### EXERCISE
In the records that come next, find every line with "rows". Return those lines.

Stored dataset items
====

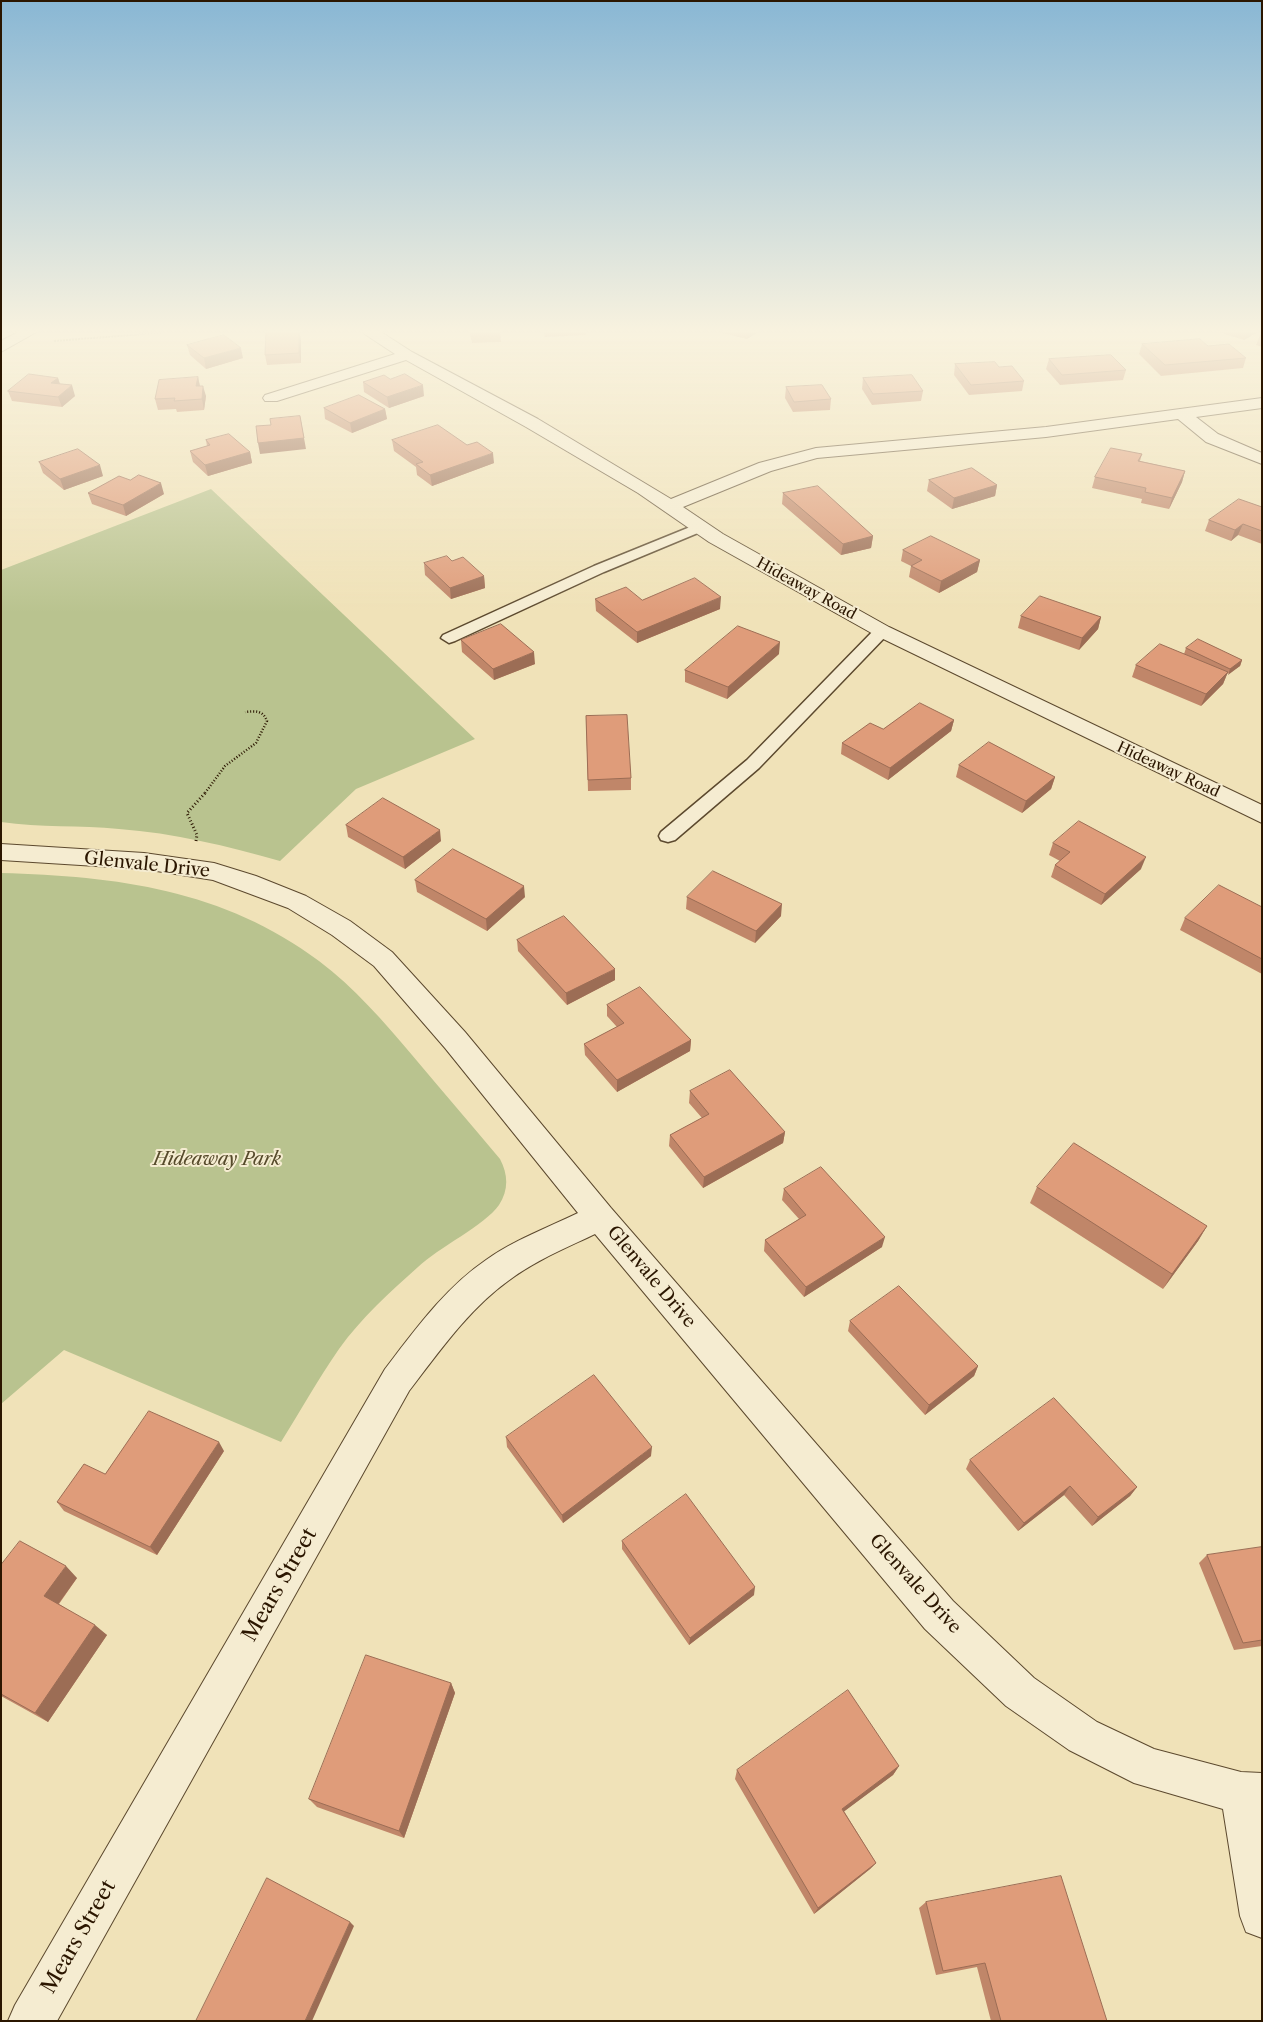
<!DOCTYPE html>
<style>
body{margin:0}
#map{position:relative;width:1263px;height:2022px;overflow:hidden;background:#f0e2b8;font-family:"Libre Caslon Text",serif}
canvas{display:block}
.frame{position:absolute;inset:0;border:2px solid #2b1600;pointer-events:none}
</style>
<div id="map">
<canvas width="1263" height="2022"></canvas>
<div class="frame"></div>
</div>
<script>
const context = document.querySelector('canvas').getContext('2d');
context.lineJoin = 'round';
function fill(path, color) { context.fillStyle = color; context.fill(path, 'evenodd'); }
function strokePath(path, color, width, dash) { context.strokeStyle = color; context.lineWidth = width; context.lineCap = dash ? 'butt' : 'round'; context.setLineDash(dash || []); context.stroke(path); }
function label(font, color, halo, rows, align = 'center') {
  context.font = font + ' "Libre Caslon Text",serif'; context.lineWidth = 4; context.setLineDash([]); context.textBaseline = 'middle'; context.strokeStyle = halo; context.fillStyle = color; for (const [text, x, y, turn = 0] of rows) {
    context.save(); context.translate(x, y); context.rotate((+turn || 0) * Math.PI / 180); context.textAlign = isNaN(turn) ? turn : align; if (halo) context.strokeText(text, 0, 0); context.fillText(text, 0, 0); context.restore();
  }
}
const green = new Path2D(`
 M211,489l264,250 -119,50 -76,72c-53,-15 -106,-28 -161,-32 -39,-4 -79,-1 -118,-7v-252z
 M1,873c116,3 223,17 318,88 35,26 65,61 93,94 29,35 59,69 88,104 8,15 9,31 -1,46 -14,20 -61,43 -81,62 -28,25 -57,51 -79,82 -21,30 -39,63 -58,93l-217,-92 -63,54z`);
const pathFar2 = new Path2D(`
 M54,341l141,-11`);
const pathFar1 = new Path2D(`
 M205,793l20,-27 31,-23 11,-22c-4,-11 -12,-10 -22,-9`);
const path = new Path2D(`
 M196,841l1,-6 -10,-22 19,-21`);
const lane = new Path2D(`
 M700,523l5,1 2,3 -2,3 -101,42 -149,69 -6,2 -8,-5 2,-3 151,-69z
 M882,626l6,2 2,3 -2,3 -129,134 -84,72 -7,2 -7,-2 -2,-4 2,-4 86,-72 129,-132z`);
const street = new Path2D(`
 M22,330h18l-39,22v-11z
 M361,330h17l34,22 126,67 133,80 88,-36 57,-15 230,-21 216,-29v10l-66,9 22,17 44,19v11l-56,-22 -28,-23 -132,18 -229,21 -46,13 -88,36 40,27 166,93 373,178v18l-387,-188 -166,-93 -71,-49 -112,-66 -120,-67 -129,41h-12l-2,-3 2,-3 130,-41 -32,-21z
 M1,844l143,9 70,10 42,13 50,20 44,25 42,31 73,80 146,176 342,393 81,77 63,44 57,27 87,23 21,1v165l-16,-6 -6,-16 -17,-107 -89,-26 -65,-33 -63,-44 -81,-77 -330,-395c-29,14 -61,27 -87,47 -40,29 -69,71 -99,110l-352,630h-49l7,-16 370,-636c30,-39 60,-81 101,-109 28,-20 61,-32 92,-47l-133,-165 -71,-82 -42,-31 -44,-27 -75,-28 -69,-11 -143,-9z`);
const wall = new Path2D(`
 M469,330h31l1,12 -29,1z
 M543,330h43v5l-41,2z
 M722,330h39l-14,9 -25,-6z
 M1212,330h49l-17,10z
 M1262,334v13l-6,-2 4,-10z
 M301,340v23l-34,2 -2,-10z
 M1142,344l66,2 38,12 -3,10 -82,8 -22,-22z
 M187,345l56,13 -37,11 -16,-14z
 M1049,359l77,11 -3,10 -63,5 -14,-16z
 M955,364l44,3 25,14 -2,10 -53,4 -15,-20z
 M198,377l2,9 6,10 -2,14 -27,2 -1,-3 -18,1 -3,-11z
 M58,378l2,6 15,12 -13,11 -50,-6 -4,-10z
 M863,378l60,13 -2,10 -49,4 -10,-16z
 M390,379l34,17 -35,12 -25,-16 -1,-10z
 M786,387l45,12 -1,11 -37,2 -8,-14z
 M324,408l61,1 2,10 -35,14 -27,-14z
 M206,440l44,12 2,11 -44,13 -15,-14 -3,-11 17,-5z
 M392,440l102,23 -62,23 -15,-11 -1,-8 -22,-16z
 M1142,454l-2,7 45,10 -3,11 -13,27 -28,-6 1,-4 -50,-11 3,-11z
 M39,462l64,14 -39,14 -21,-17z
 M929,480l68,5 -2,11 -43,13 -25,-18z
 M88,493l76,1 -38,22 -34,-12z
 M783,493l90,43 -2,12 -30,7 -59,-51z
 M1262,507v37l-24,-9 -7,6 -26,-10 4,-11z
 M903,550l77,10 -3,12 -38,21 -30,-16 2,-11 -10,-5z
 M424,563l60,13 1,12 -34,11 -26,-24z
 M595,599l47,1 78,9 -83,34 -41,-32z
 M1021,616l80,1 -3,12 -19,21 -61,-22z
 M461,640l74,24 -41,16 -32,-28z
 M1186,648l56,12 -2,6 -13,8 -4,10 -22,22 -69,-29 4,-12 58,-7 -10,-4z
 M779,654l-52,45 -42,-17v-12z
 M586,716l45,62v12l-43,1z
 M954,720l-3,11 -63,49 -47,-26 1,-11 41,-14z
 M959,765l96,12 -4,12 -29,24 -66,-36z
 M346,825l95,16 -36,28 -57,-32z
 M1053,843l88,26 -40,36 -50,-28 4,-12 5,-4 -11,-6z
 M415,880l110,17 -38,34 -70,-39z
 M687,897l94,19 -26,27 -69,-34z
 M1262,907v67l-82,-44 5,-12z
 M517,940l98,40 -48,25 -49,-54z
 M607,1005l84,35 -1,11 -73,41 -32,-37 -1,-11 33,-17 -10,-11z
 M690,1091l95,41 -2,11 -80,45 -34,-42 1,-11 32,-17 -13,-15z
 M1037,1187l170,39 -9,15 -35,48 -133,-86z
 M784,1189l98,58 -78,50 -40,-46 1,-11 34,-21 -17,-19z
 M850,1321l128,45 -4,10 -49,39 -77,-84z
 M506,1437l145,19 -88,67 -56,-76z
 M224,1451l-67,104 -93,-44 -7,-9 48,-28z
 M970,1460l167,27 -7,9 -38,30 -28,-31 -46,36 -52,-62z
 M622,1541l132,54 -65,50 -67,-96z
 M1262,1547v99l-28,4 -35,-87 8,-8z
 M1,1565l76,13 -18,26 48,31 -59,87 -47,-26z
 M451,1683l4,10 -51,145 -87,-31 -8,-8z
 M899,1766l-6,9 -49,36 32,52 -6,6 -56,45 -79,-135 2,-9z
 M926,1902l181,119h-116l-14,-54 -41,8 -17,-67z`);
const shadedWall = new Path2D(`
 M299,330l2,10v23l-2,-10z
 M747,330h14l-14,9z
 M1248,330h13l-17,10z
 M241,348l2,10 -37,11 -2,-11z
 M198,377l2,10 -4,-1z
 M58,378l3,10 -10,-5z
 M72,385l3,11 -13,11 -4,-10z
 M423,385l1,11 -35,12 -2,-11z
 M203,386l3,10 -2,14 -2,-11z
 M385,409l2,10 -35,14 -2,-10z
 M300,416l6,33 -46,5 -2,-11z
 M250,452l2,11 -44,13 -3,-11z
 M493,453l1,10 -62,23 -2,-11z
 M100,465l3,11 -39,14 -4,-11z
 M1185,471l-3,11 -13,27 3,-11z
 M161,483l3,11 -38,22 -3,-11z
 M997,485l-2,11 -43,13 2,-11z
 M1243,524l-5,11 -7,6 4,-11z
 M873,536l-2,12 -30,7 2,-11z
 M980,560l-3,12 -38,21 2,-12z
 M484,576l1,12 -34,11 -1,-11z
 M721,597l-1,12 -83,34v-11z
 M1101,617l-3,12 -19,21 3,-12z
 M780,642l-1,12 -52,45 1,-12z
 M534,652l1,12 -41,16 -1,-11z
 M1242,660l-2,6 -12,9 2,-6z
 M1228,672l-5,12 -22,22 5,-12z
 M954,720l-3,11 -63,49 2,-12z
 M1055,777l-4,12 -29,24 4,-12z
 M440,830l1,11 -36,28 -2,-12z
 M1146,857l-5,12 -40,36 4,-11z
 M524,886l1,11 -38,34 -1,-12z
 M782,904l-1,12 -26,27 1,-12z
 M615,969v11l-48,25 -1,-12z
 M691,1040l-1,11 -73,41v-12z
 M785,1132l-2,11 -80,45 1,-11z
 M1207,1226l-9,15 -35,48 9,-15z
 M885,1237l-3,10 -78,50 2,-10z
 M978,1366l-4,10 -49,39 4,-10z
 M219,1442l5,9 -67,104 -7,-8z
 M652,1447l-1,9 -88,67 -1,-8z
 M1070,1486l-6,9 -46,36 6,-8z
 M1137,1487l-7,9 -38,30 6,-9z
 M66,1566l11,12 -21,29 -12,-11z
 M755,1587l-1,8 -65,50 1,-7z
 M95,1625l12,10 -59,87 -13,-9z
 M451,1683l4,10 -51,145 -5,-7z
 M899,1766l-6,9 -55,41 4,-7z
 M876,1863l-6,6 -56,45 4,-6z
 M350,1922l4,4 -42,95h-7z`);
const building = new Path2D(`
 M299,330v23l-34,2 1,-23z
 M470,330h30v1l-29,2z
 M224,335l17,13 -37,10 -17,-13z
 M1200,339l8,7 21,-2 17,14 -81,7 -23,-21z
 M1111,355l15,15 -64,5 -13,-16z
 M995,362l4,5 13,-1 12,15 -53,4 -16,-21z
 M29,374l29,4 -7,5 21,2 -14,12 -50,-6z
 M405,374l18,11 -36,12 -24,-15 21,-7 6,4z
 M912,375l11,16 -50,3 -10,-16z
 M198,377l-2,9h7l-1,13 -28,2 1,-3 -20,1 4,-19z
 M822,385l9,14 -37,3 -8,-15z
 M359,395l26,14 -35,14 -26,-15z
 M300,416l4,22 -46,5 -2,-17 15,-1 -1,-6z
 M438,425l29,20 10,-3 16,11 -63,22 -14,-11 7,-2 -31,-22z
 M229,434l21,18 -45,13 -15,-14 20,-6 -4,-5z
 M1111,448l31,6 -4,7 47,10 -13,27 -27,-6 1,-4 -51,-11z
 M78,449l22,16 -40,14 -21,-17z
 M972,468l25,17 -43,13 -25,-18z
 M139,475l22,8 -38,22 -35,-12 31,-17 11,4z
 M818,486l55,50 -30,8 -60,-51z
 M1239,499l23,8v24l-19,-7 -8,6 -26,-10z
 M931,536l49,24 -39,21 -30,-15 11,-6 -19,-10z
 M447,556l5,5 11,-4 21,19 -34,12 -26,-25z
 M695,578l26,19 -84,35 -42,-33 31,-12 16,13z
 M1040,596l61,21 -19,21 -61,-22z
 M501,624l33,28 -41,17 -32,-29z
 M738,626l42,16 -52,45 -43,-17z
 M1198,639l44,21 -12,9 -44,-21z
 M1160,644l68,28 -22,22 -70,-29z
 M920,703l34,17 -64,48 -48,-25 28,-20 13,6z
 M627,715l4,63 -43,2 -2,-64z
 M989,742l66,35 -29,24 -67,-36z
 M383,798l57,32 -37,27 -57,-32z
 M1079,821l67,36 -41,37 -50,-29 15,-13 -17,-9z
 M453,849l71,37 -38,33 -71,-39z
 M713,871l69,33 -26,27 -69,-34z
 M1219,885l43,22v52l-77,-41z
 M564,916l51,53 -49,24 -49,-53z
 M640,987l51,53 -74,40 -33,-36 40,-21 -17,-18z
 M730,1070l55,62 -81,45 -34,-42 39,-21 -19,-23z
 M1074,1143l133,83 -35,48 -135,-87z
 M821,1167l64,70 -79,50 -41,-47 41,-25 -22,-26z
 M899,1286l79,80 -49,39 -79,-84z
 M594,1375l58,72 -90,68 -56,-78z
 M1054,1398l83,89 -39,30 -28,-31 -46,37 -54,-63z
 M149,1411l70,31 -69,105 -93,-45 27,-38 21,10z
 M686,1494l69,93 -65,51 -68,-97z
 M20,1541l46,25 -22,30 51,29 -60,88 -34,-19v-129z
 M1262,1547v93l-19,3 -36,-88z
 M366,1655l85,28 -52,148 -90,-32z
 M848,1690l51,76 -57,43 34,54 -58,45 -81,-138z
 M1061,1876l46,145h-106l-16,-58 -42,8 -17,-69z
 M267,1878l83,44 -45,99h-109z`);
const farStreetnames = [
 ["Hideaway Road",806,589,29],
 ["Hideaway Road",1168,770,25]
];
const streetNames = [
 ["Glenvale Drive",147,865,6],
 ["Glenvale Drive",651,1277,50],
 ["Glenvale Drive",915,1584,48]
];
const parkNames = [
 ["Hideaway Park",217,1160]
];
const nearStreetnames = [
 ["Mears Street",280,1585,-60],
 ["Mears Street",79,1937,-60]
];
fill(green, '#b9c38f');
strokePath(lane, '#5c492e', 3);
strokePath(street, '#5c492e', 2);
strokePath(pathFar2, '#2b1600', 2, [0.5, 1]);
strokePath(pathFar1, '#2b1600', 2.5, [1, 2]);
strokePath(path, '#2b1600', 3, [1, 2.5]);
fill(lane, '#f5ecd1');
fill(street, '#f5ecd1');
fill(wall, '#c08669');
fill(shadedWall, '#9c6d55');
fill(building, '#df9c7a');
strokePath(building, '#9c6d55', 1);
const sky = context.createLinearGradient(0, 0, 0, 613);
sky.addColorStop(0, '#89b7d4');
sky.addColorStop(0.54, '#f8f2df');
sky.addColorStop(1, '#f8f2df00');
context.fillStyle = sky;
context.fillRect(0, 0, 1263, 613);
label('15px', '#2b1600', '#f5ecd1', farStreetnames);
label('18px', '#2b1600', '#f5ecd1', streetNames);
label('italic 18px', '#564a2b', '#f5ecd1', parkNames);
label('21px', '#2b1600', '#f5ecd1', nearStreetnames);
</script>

====

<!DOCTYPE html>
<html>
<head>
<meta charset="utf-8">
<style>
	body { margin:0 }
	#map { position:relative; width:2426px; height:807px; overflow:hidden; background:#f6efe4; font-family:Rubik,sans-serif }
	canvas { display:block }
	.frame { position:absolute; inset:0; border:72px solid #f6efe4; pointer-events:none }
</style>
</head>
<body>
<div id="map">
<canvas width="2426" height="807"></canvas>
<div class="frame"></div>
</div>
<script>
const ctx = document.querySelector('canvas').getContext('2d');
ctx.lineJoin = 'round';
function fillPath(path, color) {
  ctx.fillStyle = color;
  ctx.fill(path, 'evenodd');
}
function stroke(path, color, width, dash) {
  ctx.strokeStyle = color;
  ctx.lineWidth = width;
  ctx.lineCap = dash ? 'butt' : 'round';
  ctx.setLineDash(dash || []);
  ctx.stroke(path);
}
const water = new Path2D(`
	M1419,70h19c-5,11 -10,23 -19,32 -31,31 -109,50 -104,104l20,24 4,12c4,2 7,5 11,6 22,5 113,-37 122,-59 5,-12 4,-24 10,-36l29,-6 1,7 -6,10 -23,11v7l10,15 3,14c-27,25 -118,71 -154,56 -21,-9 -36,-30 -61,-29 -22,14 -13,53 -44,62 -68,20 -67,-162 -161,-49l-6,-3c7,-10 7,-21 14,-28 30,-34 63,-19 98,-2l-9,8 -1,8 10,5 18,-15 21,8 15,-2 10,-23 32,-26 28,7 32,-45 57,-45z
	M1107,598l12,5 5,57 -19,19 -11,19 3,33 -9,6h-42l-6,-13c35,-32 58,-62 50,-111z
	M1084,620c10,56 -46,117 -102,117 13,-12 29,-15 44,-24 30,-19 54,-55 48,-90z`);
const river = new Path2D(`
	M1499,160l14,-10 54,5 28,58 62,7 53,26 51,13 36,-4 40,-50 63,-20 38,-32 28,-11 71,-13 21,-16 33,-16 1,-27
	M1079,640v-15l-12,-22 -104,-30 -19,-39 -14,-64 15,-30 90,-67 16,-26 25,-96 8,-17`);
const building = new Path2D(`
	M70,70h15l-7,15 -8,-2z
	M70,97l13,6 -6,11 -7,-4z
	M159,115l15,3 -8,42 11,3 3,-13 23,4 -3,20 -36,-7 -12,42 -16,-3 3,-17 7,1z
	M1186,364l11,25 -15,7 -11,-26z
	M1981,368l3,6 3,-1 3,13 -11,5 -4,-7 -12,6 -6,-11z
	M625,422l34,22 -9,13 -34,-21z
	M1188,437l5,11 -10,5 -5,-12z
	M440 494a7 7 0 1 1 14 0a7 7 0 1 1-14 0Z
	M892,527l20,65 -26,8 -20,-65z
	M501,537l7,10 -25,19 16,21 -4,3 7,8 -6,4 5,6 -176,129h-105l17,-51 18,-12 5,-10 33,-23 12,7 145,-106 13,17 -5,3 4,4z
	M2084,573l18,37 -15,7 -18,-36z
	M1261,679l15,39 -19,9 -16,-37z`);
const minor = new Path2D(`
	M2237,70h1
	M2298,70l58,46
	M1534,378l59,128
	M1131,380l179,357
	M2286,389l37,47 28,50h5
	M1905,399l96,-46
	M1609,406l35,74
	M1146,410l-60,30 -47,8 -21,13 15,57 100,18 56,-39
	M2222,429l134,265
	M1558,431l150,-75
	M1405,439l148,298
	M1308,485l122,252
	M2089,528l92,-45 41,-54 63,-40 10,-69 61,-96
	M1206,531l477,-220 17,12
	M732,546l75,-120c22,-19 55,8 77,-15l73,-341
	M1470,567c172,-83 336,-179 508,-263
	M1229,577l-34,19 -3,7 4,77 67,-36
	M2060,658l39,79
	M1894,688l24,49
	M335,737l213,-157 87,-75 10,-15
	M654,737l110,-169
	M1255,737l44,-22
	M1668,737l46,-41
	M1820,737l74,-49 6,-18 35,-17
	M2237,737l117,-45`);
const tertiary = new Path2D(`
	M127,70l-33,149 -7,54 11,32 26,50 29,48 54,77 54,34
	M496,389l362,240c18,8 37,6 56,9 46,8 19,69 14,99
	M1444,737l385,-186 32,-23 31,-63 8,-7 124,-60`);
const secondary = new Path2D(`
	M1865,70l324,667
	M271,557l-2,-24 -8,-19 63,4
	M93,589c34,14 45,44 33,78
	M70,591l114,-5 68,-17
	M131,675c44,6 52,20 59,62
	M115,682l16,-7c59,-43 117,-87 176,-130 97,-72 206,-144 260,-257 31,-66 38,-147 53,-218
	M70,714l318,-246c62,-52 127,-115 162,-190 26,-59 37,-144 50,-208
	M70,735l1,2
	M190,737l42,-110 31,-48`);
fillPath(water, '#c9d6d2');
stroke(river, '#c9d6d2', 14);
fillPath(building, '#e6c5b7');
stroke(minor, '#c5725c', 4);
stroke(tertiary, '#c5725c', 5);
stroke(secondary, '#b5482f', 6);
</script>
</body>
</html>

====

### ANSWER TO THE PROBLEM
function label(font, color, halo, rows, align = 'center') {
  context.font = font + ' "Libre Caslon Text",serif'; context.lineWidth = 4; context.setLineDash([]); context.textBaseline = 'middle'; context.strokeStyle = halo; context.fillStyle = color; for (const [text, x, y, turn = 0] of rows) {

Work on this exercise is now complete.